В углу сиротливо валялась мамина сумка, я достал коробку, а из нее пластину. Коробку бросил в печь.
– Красивая штука, – сказал Гусев. – Первый снег и раннее утро.
– Да, – согласился я, – вроде получилось.
Осторожно положил пластину в топку изображением вверх. И сейчас же огонь стер краски, а в поддувало полились тяжелые черные пузыристые капли. Занялась дощечка.
– Зачем ты так? – спросил Гусев.
– Мне она не нужна. Да чтб вы так смотрите, я могу еще налепить.
– Неужели сам делал? – поинтересовался Гусев и посмотрел на меня, будто впервые по-настоящему увидел. – Слушай, а кто ты есть и откуда?
– Я Володя. В школе учусь, в девятом классе. Живу с матерью.
– А рисовать ты умеешь?
– Не знаю, не пробовал. В школе у нас давно нет рисования, у нас черчение.
– Я хочу предложить тебе работу, – сказал Гусев. – Она даже не столько художества требует, сколько аккуратности.
– А что нужно делать?
– Грубо говоря, зарисовывать водоросли в тройном увеличении. Орудия производства: микроскоп, пинцет, миллиметровая линейка и цветные карандаши. Мы бы тебя оформили на половину лаборантской ставки.
И матери помощь.
Мне пришлось по душе его предложение. Нравился и сам Гусев. Было в нем что-то открытое, вызывающее доверие. Я долго искал определение, какой же он. И нашел: надежный, настоящий. Еще он какой-то деятельный, даже когда сидит и молчит. К нему невозможно относиться безразлично или несерьезно. Мне хотелось поговорить с ним по-настоящему, по-мужски – о жизни, об отце с матерью, о любви, обо всем. Хорошо бы стать с ним на лыжи и уйти с этой дачи.
Гусев вынул из внутреннего кармана блокнот, вырвал листок и записал телефон.

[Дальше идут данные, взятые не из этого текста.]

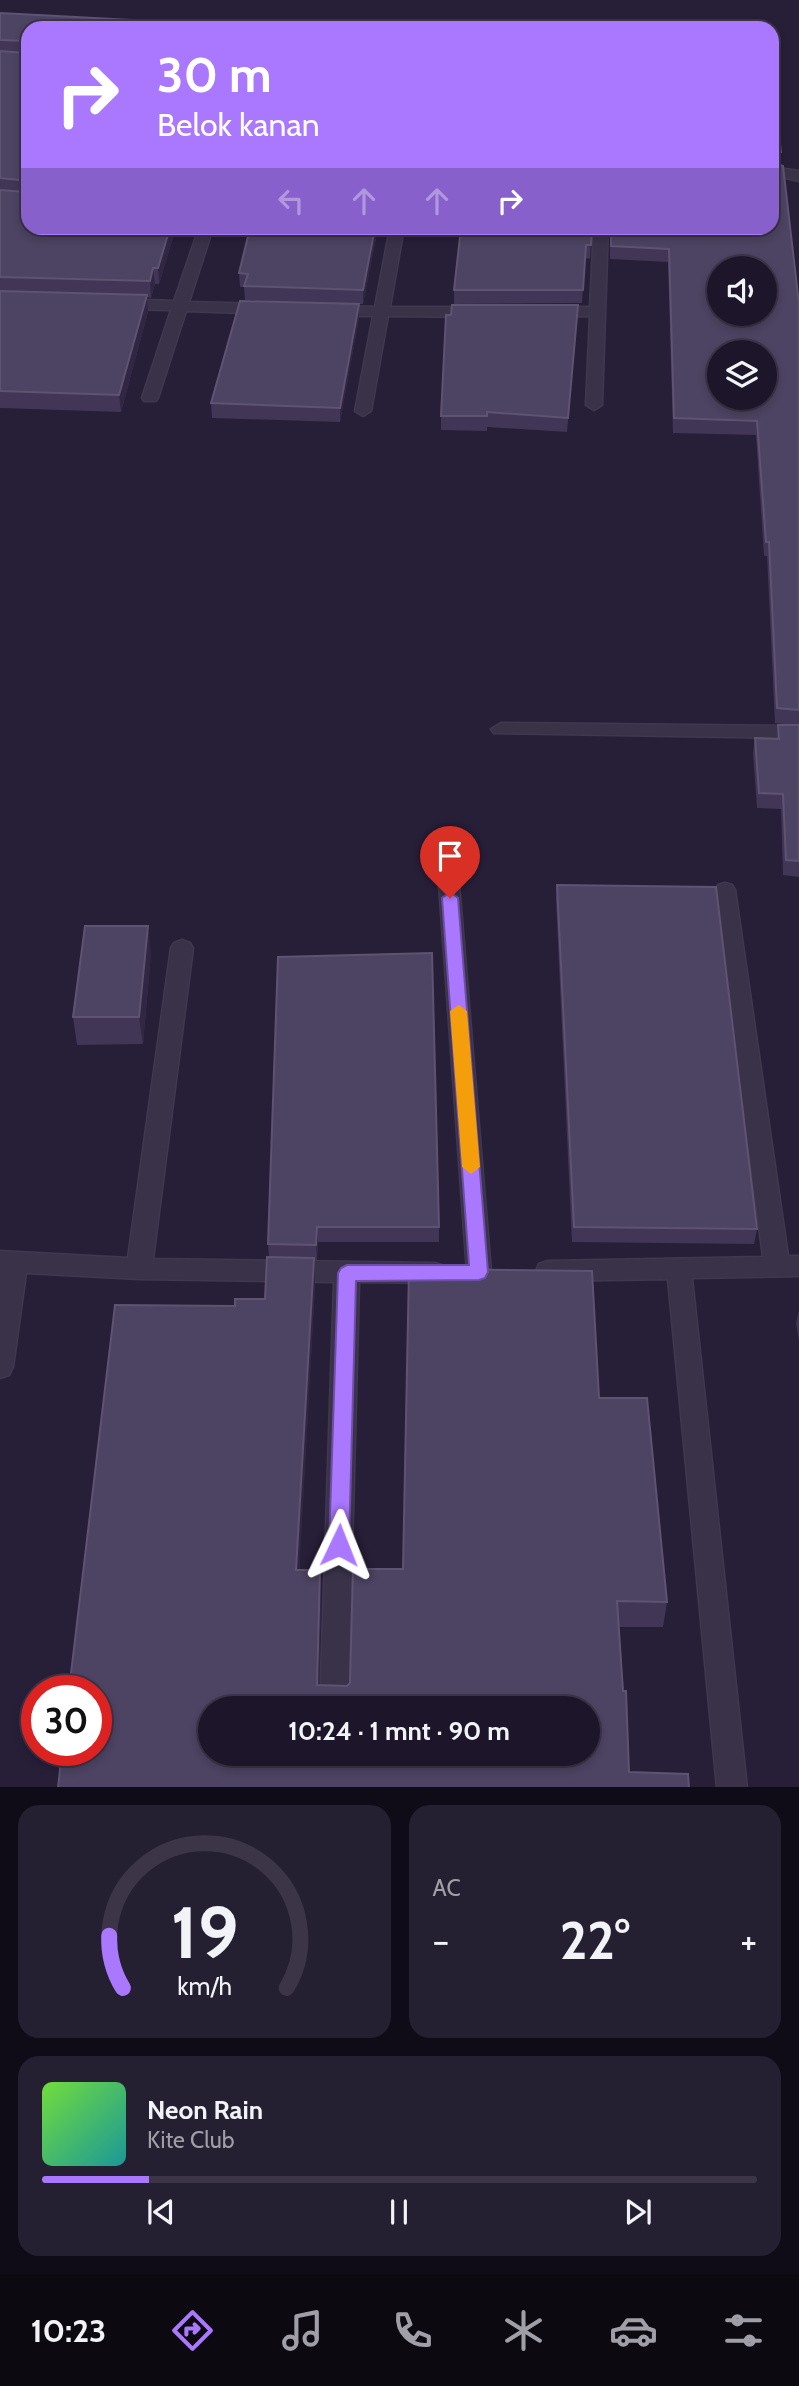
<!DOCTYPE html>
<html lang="id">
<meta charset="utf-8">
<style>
body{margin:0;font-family:Cabin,sans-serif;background:#251f32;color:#f1f3f6;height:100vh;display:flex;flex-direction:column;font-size:26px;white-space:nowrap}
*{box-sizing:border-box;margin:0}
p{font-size:23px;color:#a09fa8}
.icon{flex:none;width:38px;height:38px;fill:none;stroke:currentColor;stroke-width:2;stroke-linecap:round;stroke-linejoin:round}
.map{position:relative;height:1787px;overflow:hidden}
.panel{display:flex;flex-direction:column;gap:18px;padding:18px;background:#100c17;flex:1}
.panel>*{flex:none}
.guide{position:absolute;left:21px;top:21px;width:758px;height:214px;border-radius:21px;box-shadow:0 4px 10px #0003,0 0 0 2px #3b3547;background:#aa78ff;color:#fff;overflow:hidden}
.buttons{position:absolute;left:707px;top:256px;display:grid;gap:14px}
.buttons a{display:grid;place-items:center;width:70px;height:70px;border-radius:50%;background:#1d162a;box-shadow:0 4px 10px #0003,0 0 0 2px #3b3547;font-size:35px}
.speed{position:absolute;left:21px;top:1675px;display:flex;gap:14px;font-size:35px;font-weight:700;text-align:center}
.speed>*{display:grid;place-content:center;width:91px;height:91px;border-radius:50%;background:#1d162a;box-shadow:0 4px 10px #0003,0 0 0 2px #3b3547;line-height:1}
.speed .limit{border:10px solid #d22;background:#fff;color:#111}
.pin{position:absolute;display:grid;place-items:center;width:60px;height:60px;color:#fff;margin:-72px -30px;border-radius:50% 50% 50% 0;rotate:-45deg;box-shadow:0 0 7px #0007}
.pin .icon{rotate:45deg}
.me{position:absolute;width:77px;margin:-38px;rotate:2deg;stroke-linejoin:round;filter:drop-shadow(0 0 5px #0008)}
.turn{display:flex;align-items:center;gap:24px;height:147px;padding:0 21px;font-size:32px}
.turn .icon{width:91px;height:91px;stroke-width:2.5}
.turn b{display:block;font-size:49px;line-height:60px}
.lanes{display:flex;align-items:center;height:66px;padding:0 21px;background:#0003;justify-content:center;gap:35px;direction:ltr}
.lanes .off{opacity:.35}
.big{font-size:52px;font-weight:800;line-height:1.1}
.panel .tile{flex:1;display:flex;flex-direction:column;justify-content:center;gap:10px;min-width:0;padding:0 24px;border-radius:21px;background:#251f32}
.panel .dial{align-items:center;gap:0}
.dial svg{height:182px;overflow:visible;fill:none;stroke:#3b3547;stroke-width:7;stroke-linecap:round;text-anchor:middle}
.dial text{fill:#f1f3f6;stroke:none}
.song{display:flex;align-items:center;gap:21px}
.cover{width:84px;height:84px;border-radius:10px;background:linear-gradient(135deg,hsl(100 70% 55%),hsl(180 70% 35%))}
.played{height:7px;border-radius:4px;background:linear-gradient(90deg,#aa78ff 15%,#3b3547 15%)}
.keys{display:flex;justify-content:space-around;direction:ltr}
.heat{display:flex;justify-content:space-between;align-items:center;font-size:38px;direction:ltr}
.panel .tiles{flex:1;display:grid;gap:18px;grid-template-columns:1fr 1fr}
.tile:last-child{grid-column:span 2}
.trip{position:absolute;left:198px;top:1696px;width:402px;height:70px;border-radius:35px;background:#1d162a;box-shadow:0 4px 10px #0003,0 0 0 2px #3b3547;font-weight:800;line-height:70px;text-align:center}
.tabs{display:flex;height:112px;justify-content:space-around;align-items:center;background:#0c0911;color:#a09fa8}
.tabs .icon{width:49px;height:49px}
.tabs .current{color:#aa78ff}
.tabs b{font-size:32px;color:#f1f3f6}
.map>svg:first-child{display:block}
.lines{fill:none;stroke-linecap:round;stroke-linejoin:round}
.street-casing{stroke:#40384f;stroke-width:3}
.street{fill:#3a3249;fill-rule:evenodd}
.wall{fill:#413655;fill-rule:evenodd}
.shaded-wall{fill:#312745}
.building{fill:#4d4362;stroke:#5e5371;stroke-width:2;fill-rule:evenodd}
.route{fill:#aa78ff;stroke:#6e4ea6;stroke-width:2}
.slow{fill:#f59e0b}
</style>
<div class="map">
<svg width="799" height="1788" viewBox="0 0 799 1788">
<rect width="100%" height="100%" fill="#271e38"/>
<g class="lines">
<defs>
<path id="street" d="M772,167L799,171V181L772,175Z
M199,228H213L189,302L267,304L275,309L267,314L186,311L158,398L156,401H144L142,398L171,310L120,309L112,304L120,299L174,301Z
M594,228H608L602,405L594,410L586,405L590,316L551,317L543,312L551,307H590Z
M396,229L403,233L390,307H480L488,312L480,317L388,316L371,411L363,416L355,411L373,316H330L322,311L330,306L375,307L389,233Z
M501,723L799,726V738L494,733L491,729Z
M448,864L458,871L491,1272L488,1279L479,1282L470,1279L467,1272L438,871Z
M725,883L732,885L735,890L788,1256H799V1276L692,1278L747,1788H717L668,1279L548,1281L539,1278L536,1271L539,1264L548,1261L763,1257L715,890L718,885Z
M182,940L190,943L193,948L153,1259L435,1263L444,1266L447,1273L444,1280L435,1283L359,1282L348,1708H320L334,1282L139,1279L26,1273L13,1367L9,1375L0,1378V1251L128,1258L171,948L174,943Z
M319,1754H347L346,1788H316Z"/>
</defs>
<use href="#street" class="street-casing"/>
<use href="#street" class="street"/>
</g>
<path class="wall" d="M0,13L28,28V228H176L159,284H155L151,298L147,297L148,312L121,412L0,408Z
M772,85L781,152L779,165L799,304V877L783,875L781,809L757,808L753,753L755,738L776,739L778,725H792L775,723L767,556H764L756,435L673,433L668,262L610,259V228H772Z
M378,228L363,304L245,300L244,287H240L239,273Z
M592,228L590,259L585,258L582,303L454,304V290Z
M578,305L567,432L487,427V431L441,430V416Z
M359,318L340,422L212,418L211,403Z
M557,885L757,1229L754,1244L572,1242L556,900Z
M151,953L143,1044L77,1045L73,1017Z
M278,957L439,1227V1242H318L317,1260H314L315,1285L299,1570L321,1595L319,1685L347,1686L350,1683L403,1569L599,1398L667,1602L663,1627H619L629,1772L58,1788L235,1306L265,1299L269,1257L268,1244ZM210,1708L588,1754L347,1766H316Z
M799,1310V1341L796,1323Z"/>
<path class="shaded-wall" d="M170,228H176L159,284L158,268Z
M375,228H378L363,304V290Z
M153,268L155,284L151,298L150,281Z
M147,295L148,312L121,412L119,395Z
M359,304V318L340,422V408Z
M148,926L151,953L143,1044L139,1017Z
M317,1227L318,1242L317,1260L316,1245Z
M314,1258L315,1285L298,1596L296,1570Z
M320,1570L321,1595L318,1708L317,1685Z
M314,1754H317L314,1788L313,1766Z"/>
<path class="building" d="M0,13L285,28H28V41L0,40Z
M28,42V181L0,178V51L26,53Z
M772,85H773L781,152H772V153Z
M772,162L783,166L799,304V710L777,708L769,542H766L757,421L674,418L669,249L611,246V228H772ZM719,268H765V313H719ZM719,352H765V397H719Z
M28,184V228H170L158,268H153L150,281L0,277V190L26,192Z
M250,228H375L363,290L244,286L248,274L239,273Z
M461,228H592L591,245H586L583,290H454Z
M0,291L147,295L119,395L0,391Z
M240,301L359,304L340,408L211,403Z
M452,305H578L568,418L487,412V416H441L446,315H451Z
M778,725H799V861L786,860L783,794L759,793L755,738L779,739Z
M557,885L716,887L757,1229L574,1227Z
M85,926H148L139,1017H73Z
M432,953L439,1227H317L316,1245L268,1244L278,957Z
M267,1257L314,1258L296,1570H320L317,1685L347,1686L350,1683L353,1569H403L409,1269L592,1271L599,1398H647L667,1602L617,1601L623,1691H626L629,1772L688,1774L689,1788H58L62,1750H96V1690H69L115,1305L235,1306V1299H265ZM210,1708H588V1754H347V1766H313L314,1754H210Z"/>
<path class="route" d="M450,892L458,898L488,1272L485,1278L479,1280L356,1281L349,1545L346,1552L339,1554L332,1552L329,1545L338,1273L341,1268L347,1265H469L442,898Z"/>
<path class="slow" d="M459,1005L467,1011L480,1167L471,1174L462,1167L450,1011Z"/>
</svg>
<div class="buttons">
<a><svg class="icon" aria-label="sound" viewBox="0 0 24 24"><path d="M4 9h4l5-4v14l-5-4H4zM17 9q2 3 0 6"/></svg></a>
<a><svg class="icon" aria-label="layers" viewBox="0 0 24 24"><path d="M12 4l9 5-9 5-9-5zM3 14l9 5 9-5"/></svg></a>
</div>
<div class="speed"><div class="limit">30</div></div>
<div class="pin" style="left:450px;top:898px;background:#d93025"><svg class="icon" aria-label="arrive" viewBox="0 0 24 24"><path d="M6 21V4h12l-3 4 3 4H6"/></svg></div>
<svg class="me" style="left:339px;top:1545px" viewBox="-20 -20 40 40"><path d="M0-17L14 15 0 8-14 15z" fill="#aa78ff" stroke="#fff" stroke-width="4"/></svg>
<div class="trip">10:24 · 1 mnt · 90 m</div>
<div class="guide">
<div class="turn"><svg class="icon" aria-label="right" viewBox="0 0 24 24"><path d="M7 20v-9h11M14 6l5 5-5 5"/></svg><div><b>30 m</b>Belok kanan</div></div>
<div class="lanes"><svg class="icon off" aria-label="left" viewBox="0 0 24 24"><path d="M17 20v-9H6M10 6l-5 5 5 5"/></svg><svg class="icon off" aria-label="ahead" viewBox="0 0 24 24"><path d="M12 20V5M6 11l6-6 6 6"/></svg><svg class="icon off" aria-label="ahead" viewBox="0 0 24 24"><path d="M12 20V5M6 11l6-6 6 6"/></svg><svg class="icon" aria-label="right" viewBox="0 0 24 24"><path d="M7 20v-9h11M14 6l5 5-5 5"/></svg></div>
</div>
</div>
<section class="panel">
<div class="tiles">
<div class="tile dial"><svg viewBox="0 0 100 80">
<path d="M14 69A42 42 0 1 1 86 69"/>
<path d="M14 69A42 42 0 0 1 8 46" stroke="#aa78ff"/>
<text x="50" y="56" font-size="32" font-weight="700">19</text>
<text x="50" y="72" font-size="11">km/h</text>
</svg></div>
<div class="tile"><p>AC</p>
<div class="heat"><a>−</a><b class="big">22°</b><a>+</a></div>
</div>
<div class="tile">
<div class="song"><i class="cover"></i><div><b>Neon Rain</b><p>Kite Club</p></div></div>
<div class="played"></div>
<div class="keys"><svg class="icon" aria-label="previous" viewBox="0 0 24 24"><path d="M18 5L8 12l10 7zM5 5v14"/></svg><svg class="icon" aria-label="pause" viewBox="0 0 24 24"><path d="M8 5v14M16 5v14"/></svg><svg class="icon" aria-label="next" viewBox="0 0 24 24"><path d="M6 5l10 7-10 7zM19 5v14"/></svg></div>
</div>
</div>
</section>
<nav class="tabs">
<b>10:23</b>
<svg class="icon current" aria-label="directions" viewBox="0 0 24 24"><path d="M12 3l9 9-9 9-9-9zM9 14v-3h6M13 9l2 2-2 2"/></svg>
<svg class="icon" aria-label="music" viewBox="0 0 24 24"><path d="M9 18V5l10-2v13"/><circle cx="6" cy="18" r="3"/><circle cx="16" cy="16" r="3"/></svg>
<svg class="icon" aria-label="phone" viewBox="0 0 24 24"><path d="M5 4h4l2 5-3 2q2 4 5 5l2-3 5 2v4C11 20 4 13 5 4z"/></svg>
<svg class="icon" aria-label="climate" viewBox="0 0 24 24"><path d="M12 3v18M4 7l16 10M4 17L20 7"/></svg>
<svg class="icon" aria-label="car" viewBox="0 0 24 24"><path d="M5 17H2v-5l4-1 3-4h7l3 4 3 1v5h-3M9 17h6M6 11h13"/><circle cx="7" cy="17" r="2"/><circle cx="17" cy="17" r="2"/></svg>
<svg class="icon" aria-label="filters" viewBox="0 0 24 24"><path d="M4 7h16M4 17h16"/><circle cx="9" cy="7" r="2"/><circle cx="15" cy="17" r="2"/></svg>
</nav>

– Мне пора, – сказал он и вдруг предложил: – Хочешь, вместе поедем? Как раз поспеем к первой электричке и в девять будем дома.
– Я не могу сейчас, так просто, без причины. – Я оправдывался, словно был виноват перед ним. Просто я размазня.
– Понимаю. – Он встал. – Да, а кому ты хотел подарить свою картинку?
– Мишке Капусову, – соврал я. Не знаю, поверил он мне или нет.
Гусев ушел в комнату и тут же появился, уже в полушубке. Сказал:
– Прощай, брат.
Я хотел проводить его, но меня опередила Тонина.
Она выбежала на улицу в своем длинном платье. По звуку я понял, Гусев вытащил из снега воткнутые лыжи, палки и возится с креплениями. И я подумал:
вдруг она не вернется сюда больше, уйдет за этим человеком в своем воздушном платье и легких туфельках прямо по снегу? Я бы на ее месте так и сделал.
Я ее благословил и тут же испугался, будто увидел, как она идет в наброшенном полушубке и он рядом, круглоголовый мужчина-мальчишка. Но она вернулась. Ни она, ни я не ушли за Гусевым.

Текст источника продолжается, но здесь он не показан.